Optimizing ElasticSearch for Heavy Insertions

Hey,

Currently, due to the large number of bulk inserts and the frequency of
them, our ES cluster can go to yellow to red rather quickly. Once in red,
it does recover, but takes 15-20 minutes. In fact the last time it went to
red, it lost half the documents by the time it recovered. I could use some
help optimizing my ES cluster based on the settings
here: http://www.elasticsearch.org/guide/reference/index-modules/merge/

ES cluster has ~14 million records for one index (the only one), nothing is
analyzed, about 9-10gb in size, 2 nodes, 5 shards on each (unfortunately no
SSD yet). During peaks, we would bulk insert up to 100,000 records, which
can be anywhere from 50-100mb in a few seconds. This is usually spread
across 10 workers, so 10 separate requests of 10k records. On top of that,
there is a similar number of bulk deletes.

As you can see, the data we have is highly volatile, so we need to add new
data and purge often. When the spikes aren't as high, everything works
amazing. How do you recommend that we tweak these settings?

Here is what status API
returns: https://gist.github.com/jeyb/fe613843e9f768be6738 (currently this
doesn't have the full data set of 14m records)

--
You received this message because you are subscribed to the Google Groups "elasticsearch" group.
To unsubscribe from this group and stop receiving emails from it, send an email to elasticsearch+unsubscribe@googlegroups.com.
For more options, visit https://groups.google.com/groups/opt_out.
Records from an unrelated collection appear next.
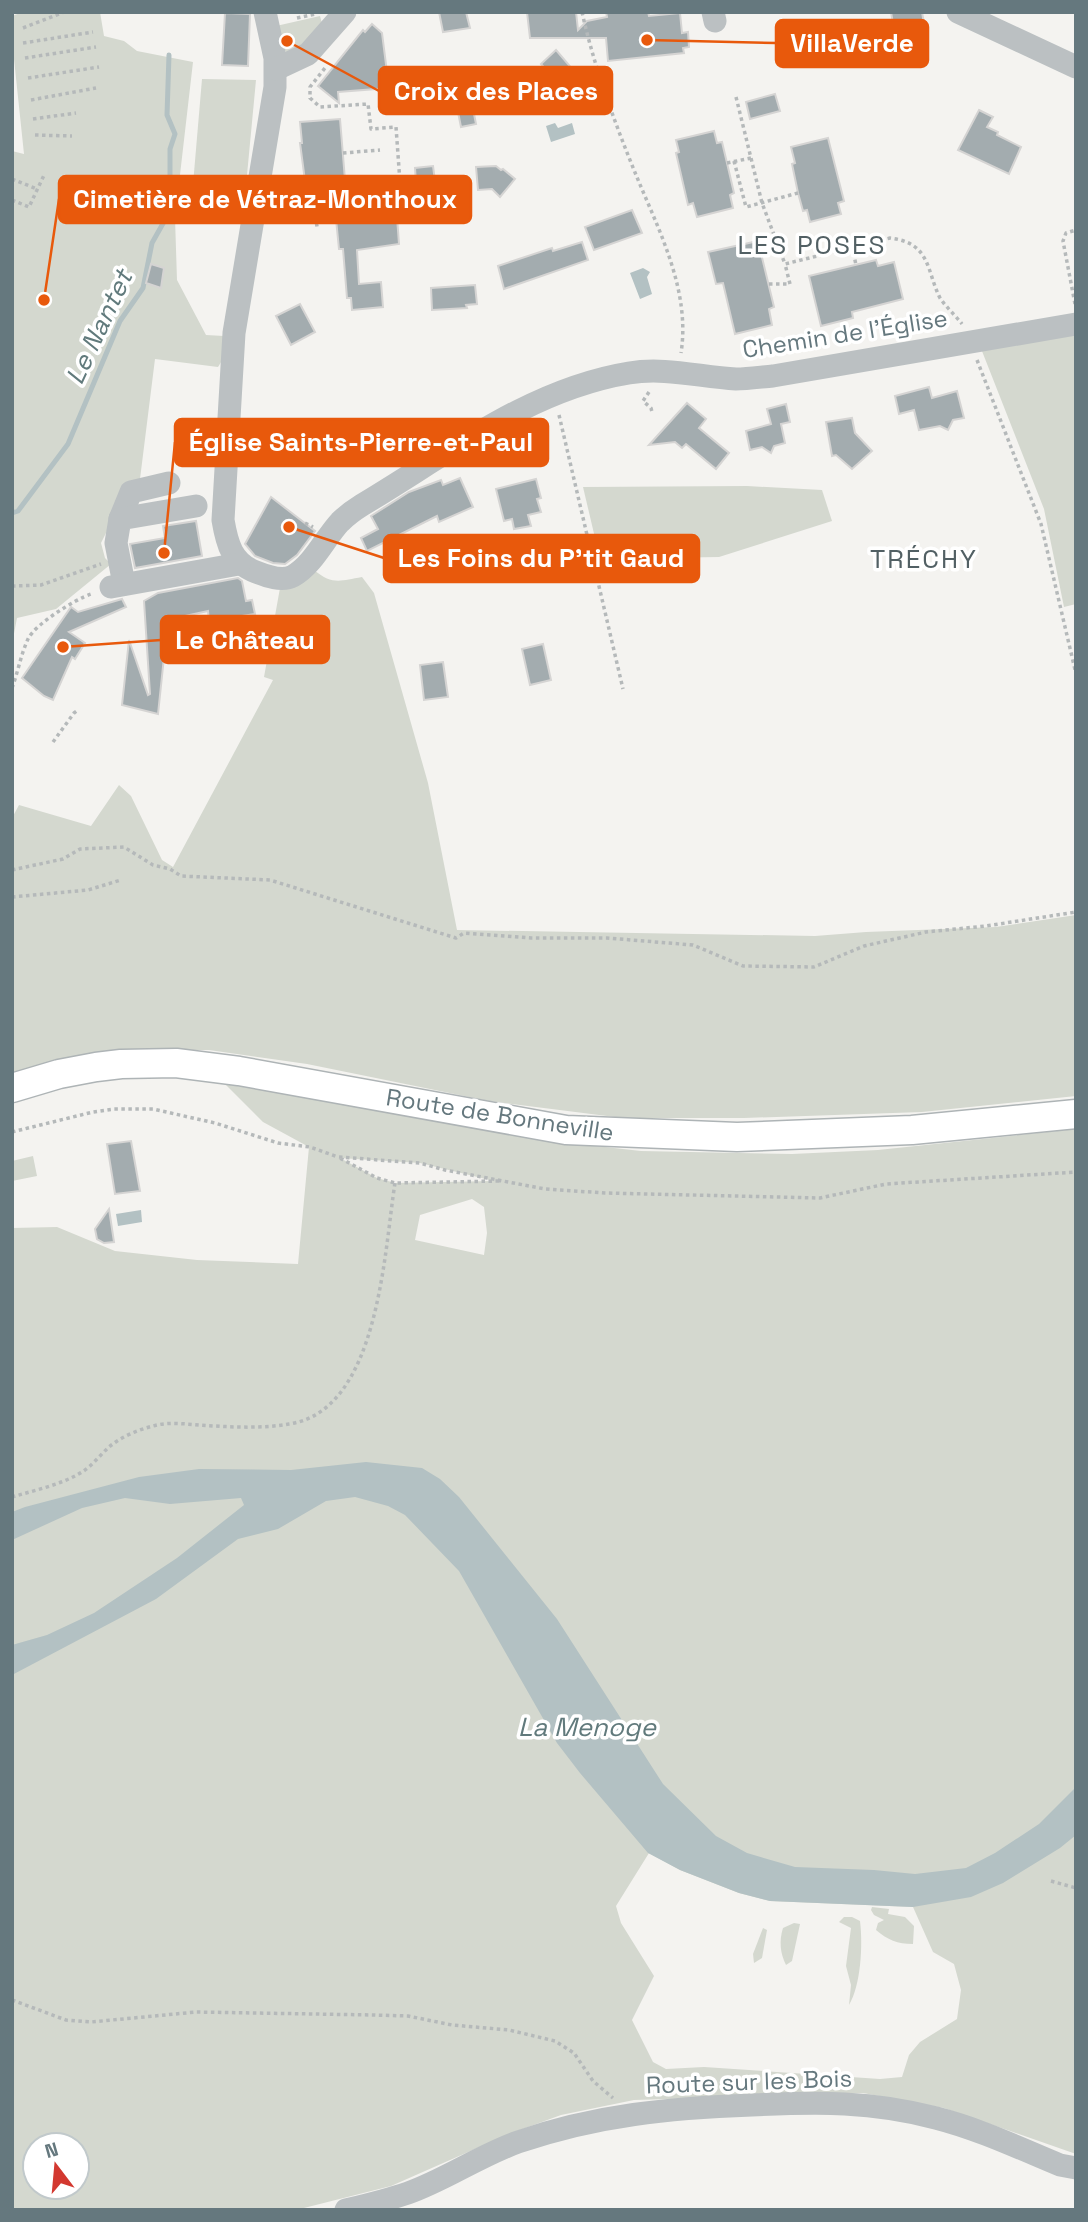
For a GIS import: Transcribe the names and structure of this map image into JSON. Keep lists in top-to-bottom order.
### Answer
{
  "streets": {
    "main road": ["Route de Bonneville"],
    "street": ["Chemin de l'Église", "Route sur les Bois"]
  },
  "districts": ["LES POSES", "TRÉCHY"],
  "water": ["Le Nantet", "La Menoge"],
  "places": [
    "VillaVerde",
    "Croix des Places",
    "Cimetière de Vétraz-Monthoux",
    "Les Foins du P'tit Gaud",
    "Église Saints-Pierre-et-Paul",
    "Le Château"
  ],
  "north": "top"
}
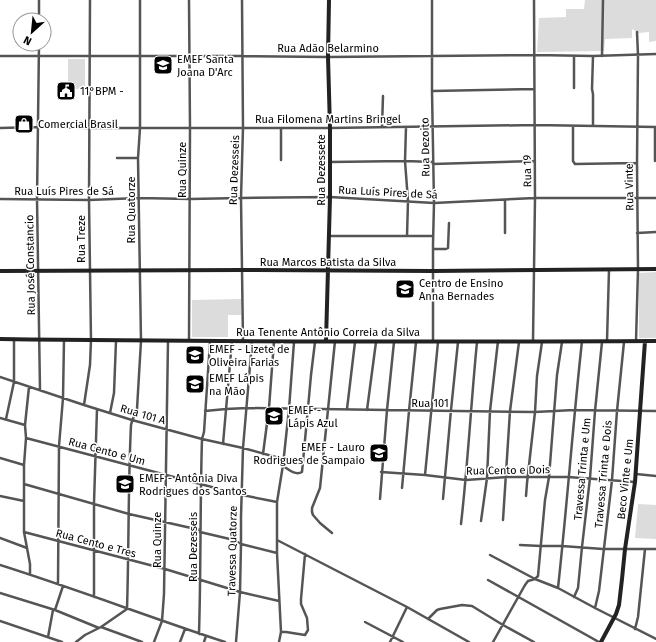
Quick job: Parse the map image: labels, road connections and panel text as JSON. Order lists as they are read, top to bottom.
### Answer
{
  "streets": {
    "main road": [
      "Rua Dezessete",
      "Rua Marcos Batista da Silva",
      "Rua Tenente Antônio Correia da Silva",
      "Beco Vinte e Um"
    ],
    "street": [
      "Rua Adão Belarmino",
      "Rua Filomena Martins Bringel",
      "Rua Dezoito",
      "Rua Quinze",
      "Rua Dezesseis",
      "Rua 19",
      "Rua Vinte",
      "Rua Luís Pires de Sá",
      "Rua Quatorze",
      "Rua Treze",
      "Rua José Constancio",
      "Rua 101",
      "Rua 101 A",
      "Rua Cento e Um",
      "Travessa Trinta e Um",
      "Rua Cento e Dois",
      "Travessa Trinta e Dois",
      "Rua Cento e Tres",
      "Travessa Quatorze"
    ]
  },
  "crossings": [
    ["Rua Adão Belarmino", "Rua Dezoito"],
    ["Rua Adão Belarmino", "Rua Quinze"],
    ["Rua Adão Belarmino", "Rua Dezesseis"],
    ["Rua Adão Belarmino", "Rua Dezessete"],
    ["Rua Adão Belarmino", "Rua 19"],
    ["Rua Adão Belarmino", "Rua Vinte"],
    ["Rua Adão Belarmino", "Rua Quatorze"],
    ["Rua Adão Belarmino", "Rua Treze"],
    ["Rua Adão Belarmino", "Rua José Constancio"],
    ["Rua Filomena Martins Bringel", "Rua Dezoito"],
    ["Rua Filomena Martins Bringel", "Rua Quinze"],
    ["Rua Filomena Martins Bringel", "Rua Dezesseis"],
    ["Rua Filomena Martins Bringel", "Rua Dezessete"],
    ["Rua Filomena Martins Bringel", "Rua 19"],
    ["Rua Filomena Martins Bringel", "Rua Vinte"],
    ["Rua Filomena Martins Bringel", "Rua Quatorze"],
    ["Rua Filomena Martins Bringel", "Rua Treze"],
    ["Rua Filomena Martins Bringel", "Rua José Constancio"],
    ["Rua Dezoito", "Rua Luís Pires de Sá"],
    ["Rua Dezoito", "Rua Marcos Batista da Silva"],
    ["Rua Dezoito", "Rua Tenente Antônio Correia da Silva"],
    ["Rua Quinze", "Rua Luís Pires de Sá"],
    ["Rua Quinze", "Rua Marcos Batista da Silva"],
    ["Rua Quinze", "Rua Tenente Antônio Correia da Silva"],
    ["Rua Quinze", "Rua 101 A"],
    ["Rua Quinze", "Rua Cento e Um"],
    ["Rua Quinze", "Rua Cento e Tres"],
    ["Rua Dezesseis", "Rua Luís Pires de Sá"],
    ["Rua Dezesseis", "Rua Marcos Batista da Silva"],
    ["Rua Dezesseis", "Rua Tenente Antônio Correia da Silva"],
    ["Rua Dezesseis", "Rua 101"],
    ["Rua Dezesseis", "Rua 101 A"],
    ["Rua Dezesseis", "Rua Cento e Um"],
    ["Rua Dezesseis", "Rua Cento e Tres"],
    ["Rua Dezessete", "Rua Luís Pires de Sá"],
    ["Rua Dezessete", "Rua Marcos Batista da Silva"],
    ["Rua Dezessete", "Rua Tenente Antônio Correia da Silva"],
    ["Rua 19", "Rua Luís Pires de Sá"],
    ["Rua 19", "Rua Marcos Batista da Silva"],
    ["Rua 19", "Rua Tenente Antônio Correia da Silva"],
    ["Rua Vinte", "Rua Luís Pires de Sá"],
    ["Rua Vinte", "Rua Marcos Batista da Silva"],
    ["Rua Vinte", "Rua Tenente Antônio Correia da Silva"],
    ["Rua Luís Pires de Sá", "Rua Quatorze"],
    ["Rua Luís Pires de Sá", "Rua Treze"],
    ["Rua Luís Pires de Sá", "Rua José Constancio"],
    ["Rua Quatorze", "Rua Marcos Batista da Silva"],
    ["Rua Quatorze", "Rua Tenente Antônio Correia da Silva"],
    ["Rua Quatorze", "Rua 101 A"],
    ["Rua Quatorze", "Rua Cento e Um"],
    ["Rua Quatorze", "Rua Cento e Tres"],
    ["Rua Treze", "Rua Marcos Batista da Silva"],
    ["Rua Treze", "Rua Tenente Antônio Correia da Silva"],
    ["Rua Treze", "Rua 101 A"],
    ["Rua Marcos Batista da Silva", "Rua José Constancio"],
    ["Rua Marcos Batista da Silva", "Travessa Trinta e Um"],
    ["Rua José Constancio", "Rua Tenente Antônio Correia da Silva"],
    ["Rua José Constancio", "Rua 101 A"],
    ["Rua Tenente Antônio Correia da Silva", "Travessa Trinta e Um"],
    ["Rua Tenente Antônio Correia da Silva", "Travessa Trinta e Dois"],
    ["Rua Tenente Antônio Correia da Silva", "Beco Vinte e Um"],
    ["Rua Tenente Antônio Correia da Silva", "Travessa Quatorze"],
    ["Rua 101", "Travessa Trinta e Um"],
    ["Rua 101", "Travessa Trinta e Dois"],
    ["Rua 101", "Beco Vinte e Um"],
    ["Rua 101", "Travessa Quatorze"],
    ["Rua 101 A", "Travessa Quatorze"],
    ["Rua Cento e Um", "Travessa Quatorze"],
    ["Travessa Trinta e Um", "Rua Cento e Dois"],
    ["Rua Cento e Dois", "Travessa Trinta e Dois"],
    ["Rua Cento e Dois", "Beco Vinte e Um"],
    ["Rua Cento e Tres", "Travessa Quatorze"]
  ],
  "places": {
    "school or university": [
      "EMEF Santa Joana D'Arc",
      "Centro de Ensino Anna Bernades",
      "EMEF - Lizete de Oliveira Farias",
      "EMEF Lápis na Mão",
      "EMEF - Lápis Azul",
      "EMEF - Lauro Rodrigues de Sampaio",
      "EMEF - Antônia Diva Rodrigues dos Santos"
    ],
    "public building": ["11°BPM -"],
    "shop": ["Comercial Brasil"]
  },
  "north": "bottom left"
}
Are you sure you have sized your ES hardware to your requirements?

Have you measured the network traffic? Are you really sending "50-100mb in
a few seconds" over the wire?

Note, if I had to process 100m in a second, I would ramp up 10 servers or
so, not 2.

And yes, SSD can definitely help.

Take a look at the index refresh. While bulk inserting, you should disable
refresh.

If you use the default merge settings, it might not be optimal for bulk, it
also depends how much resources you can spend on the heap for segment
merging.

If you mix bulk deletes with bulk inserts, your performance will degrade,
no matter what you do. You have two options: try to avoid doc deletes by a
sliding window index organisation so you can delete whole indexes which is
a breeze, or, you can try to combine deletes as much as possible, and issue
them rarely, in times when you do not insert into the same index.

Jörg

--
You received this message because you are subscribed to the Google Groups "elasticsearch" group.
To unsubscribe from this group and stop receiving emails from it, send an email to elasticsearch+unsubscribe@googlegroups.com.
For more options, visit https://groups.google.com/groups/opt_out.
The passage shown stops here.